LOCUS-SPECIFIC METHODS
PICh
There are two methodologies that focus on DNA sequences to extract a desired locus for protein analysis (Fig. 2). PICh is the only one so far that uses hybridization to target and isolate a specific chromatin locus (11). This technology was used to target and capture telomeric regions of chromatin in HeLa cells. Telomeres provide a significant technical advantage, considering that they consist of six base pairs repeats that comprise a few thousand base pairs. For hybridization purposes, these repeats act as high copy number targets, which increase the efficiency of the process. Furthermore, each cell contains ∼100 telomeres, which greatly decreases the amount of input material needed. PICh uses strong cross-linking parameters (3% formaldehyde, 30 min) that allow the rest of the process to occur under extremely stringent conditions. The 25 mer oligonucleotides used as capture probes contain locked nucleic acids, which increase the melting temperature by enhanced base stacking (34). A scrambled oligonucleotide with the same original composition is used as the negative control. Desthiobiotin, the moiety used on the capture oligonucleotides for isolation of the target on streptavidin-coated beads, binds with slightly less affinity than biotin, which allows biotin to act as an elution agent. An intricate sequence of hybridization and washes is used to extract the targeted regions, which are then separated in an acrylamide gel prior to mass spectrometry analysis. PICh was applied to study alternative lengthening of telomeres, which is a mechanism common in some cancers, where telomere maintenance can occur in the absence of telomerase. Thus different cell populations known to have distinct telomere maintenance pathways were selected for analysis (HeLa S3 and WI38-VA13). Close to 200 proteins per condition were detected, half of which were present in both samples. About 85% of the known telomere interactors were identified in a single experiment showcasing the robustness of the approach. A subset of the novel telomere-interacting proteins was positively validated through immunostains, including Fanc-J, RIP140, and NXP-2.
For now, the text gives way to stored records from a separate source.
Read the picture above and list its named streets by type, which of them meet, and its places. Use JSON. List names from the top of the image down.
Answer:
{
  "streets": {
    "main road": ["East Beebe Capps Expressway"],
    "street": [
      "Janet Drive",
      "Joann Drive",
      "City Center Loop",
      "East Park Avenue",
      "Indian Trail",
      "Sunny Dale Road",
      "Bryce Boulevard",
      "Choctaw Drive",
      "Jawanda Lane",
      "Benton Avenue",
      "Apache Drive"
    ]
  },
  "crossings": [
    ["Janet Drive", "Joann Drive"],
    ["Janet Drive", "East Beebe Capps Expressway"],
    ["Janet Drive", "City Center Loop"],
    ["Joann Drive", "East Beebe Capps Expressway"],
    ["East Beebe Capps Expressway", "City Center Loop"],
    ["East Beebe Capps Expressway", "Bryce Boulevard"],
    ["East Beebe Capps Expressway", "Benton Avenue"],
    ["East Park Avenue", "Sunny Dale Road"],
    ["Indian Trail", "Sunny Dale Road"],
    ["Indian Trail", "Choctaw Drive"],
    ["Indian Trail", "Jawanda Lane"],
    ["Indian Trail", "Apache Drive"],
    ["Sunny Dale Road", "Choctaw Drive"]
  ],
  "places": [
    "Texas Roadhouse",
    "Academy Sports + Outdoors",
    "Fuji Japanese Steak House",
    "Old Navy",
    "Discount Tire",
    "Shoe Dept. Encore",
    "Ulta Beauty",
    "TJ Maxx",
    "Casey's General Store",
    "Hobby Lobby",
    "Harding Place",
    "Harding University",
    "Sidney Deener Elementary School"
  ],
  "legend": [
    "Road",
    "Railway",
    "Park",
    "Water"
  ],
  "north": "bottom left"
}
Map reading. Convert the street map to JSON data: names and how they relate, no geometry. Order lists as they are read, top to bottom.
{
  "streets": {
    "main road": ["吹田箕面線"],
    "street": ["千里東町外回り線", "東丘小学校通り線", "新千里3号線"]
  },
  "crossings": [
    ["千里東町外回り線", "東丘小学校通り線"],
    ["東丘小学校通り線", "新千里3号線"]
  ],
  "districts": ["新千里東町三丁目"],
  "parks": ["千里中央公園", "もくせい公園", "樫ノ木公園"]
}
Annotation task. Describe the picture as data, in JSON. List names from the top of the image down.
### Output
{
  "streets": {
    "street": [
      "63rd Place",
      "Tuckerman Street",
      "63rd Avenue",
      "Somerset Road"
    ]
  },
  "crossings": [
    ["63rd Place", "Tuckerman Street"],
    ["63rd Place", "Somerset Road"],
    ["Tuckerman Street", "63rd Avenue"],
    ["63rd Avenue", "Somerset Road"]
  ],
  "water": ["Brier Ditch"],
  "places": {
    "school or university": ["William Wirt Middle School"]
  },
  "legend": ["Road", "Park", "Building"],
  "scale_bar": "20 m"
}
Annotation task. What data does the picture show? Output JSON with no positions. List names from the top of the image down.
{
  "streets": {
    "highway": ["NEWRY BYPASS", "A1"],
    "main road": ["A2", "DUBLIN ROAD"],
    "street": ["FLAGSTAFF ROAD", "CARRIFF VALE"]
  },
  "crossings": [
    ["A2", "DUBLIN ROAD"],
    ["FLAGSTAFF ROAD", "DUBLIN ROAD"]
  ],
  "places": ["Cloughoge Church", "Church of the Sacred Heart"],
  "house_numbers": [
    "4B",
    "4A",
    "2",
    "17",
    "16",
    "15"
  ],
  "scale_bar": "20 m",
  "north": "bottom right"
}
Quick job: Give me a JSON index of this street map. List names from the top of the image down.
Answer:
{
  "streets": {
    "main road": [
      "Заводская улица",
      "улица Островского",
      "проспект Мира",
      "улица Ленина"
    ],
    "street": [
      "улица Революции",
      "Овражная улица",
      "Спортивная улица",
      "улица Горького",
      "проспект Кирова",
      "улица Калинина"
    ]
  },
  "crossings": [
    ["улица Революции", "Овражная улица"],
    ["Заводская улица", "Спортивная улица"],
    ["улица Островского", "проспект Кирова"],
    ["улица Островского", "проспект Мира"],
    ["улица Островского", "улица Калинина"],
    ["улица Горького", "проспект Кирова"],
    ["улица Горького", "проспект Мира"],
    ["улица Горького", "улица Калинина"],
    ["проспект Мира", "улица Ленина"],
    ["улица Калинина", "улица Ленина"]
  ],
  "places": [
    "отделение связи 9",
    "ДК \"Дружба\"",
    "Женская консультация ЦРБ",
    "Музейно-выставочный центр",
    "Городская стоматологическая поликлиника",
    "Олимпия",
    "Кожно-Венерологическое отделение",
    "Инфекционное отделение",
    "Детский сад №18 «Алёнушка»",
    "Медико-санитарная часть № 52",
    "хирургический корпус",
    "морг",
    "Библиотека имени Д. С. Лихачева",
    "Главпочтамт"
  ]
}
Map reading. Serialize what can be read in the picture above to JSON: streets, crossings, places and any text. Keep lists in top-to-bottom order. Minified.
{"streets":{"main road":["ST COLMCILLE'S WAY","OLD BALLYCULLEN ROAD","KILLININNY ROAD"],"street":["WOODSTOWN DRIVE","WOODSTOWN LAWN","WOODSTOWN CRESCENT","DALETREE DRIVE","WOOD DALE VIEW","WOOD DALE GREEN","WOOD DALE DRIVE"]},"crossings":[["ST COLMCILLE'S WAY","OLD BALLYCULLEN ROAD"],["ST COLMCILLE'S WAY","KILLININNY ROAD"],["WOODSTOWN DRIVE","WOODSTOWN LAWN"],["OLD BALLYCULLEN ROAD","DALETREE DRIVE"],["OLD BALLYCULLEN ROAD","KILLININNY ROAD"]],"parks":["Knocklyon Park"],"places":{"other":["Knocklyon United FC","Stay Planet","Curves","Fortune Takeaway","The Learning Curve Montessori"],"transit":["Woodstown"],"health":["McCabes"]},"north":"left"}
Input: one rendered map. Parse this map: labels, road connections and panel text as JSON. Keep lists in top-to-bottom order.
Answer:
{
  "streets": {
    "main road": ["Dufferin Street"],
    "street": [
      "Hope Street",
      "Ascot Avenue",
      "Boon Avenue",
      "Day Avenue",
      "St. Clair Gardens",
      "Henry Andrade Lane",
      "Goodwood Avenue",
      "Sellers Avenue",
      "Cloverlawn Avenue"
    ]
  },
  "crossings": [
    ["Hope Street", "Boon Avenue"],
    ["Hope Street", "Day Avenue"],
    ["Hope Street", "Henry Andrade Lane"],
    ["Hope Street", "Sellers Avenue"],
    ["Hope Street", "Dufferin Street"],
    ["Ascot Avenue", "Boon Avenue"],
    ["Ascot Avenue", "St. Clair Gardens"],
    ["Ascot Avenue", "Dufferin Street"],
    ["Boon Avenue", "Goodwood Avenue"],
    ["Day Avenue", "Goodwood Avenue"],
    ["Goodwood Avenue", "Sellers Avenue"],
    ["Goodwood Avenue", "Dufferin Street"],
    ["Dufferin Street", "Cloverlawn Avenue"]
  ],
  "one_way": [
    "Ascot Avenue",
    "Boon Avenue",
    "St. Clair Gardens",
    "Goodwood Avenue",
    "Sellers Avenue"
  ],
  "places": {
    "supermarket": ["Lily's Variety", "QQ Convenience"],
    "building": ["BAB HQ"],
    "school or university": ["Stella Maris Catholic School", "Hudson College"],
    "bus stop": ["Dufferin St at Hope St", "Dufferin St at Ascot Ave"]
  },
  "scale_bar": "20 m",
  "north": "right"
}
PICh was also recently applied to Drosophila telomere-associated sequence (TAS) repeats (3). Enrichment and protein identification of TAS repeats regions signifies an improvement in the technology since, even though human telomeres and Drosophila TAS repeats represent equivalent percentage of the entire genome, the longer TAS repeats (450 bp compared with 6 bp in human telomeres) significantly reduce the number of places to which each probe can bind. The successful identification and validation of novel TAS-binding proteins show that this technology is adaptable to less abundant target regions. It has yet to be seen if this method can be further adapted to single copy regions. A single copy locus would suggest that 100× larger samples would be needed. Would the same capture approach work in regions that do not comprise repeats? It is clear that to study telomeres, PICh is a robust, capable technology, the first one of its kind, not requiring previous protein knowledge or antibody affinity purification to isolate and analyze a specific chromatin region.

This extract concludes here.